** INPUT **

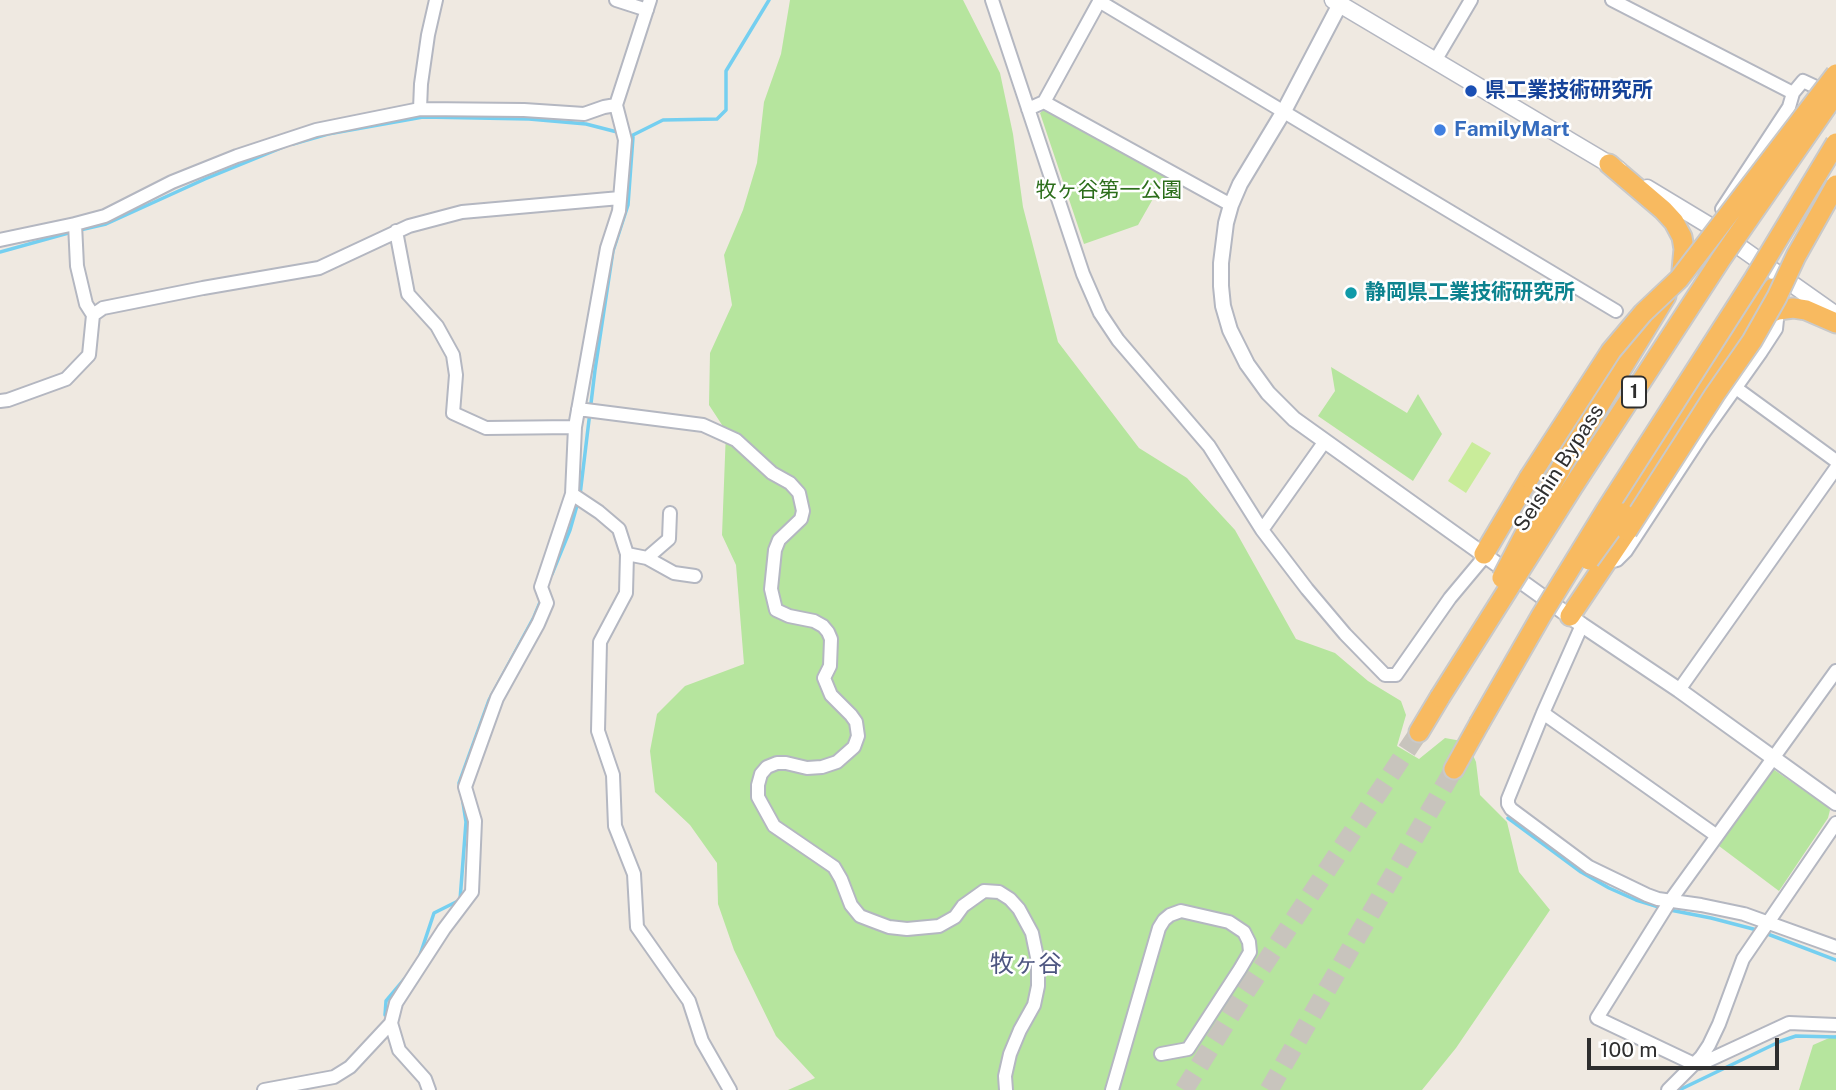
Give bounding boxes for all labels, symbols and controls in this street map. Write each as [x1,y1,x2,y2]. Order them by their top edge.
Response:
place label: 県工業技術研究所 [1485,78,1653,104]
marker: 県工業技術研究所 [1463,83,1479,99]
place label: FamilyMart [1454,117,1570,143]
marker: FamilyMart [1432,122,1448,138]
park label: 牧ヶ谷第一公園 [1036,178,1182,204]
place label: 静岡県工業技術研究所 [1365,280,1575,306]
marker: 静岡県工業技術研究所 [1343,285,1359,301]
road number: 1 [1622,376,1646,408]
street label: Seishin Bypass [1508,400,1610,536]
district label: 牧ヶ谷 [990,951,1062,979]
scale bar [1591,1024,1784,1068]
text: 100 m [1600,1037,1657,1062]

--

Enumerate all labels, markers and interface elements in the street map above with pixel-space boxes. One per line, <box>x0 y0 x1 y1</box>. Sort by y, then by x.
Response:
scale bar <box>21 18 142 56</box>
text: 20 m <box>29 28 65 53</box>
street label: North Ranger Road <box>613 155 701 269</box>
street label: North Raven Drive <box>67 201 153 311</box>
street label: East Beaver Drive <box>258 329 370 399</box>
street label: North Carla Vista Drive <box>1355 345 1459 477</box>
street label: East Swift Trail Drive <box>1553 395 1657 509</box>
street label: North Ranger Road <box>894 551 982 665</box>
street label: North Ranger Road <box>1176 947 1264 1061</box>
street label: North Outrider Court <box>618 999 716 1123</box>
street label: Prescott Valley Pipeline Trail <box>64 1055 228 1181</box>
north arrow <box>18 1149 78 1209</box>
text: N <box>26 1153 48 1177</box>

** WHAT THE TASK REQUIRES **
Out of the records, collect only those lines that contain the string "labels".

** WRITTEN ANSWER **
Give bounding boxes for all labels, symbols and controls in this street map. Write each as [x1,y1,x2,y2]. Order them by their top edge.
Enumerate all labels, markers and interface elements in the street map above with pixel-space boxes. One per line, <box>x0 y0 x1 y1</box>. Sort by y, then by x.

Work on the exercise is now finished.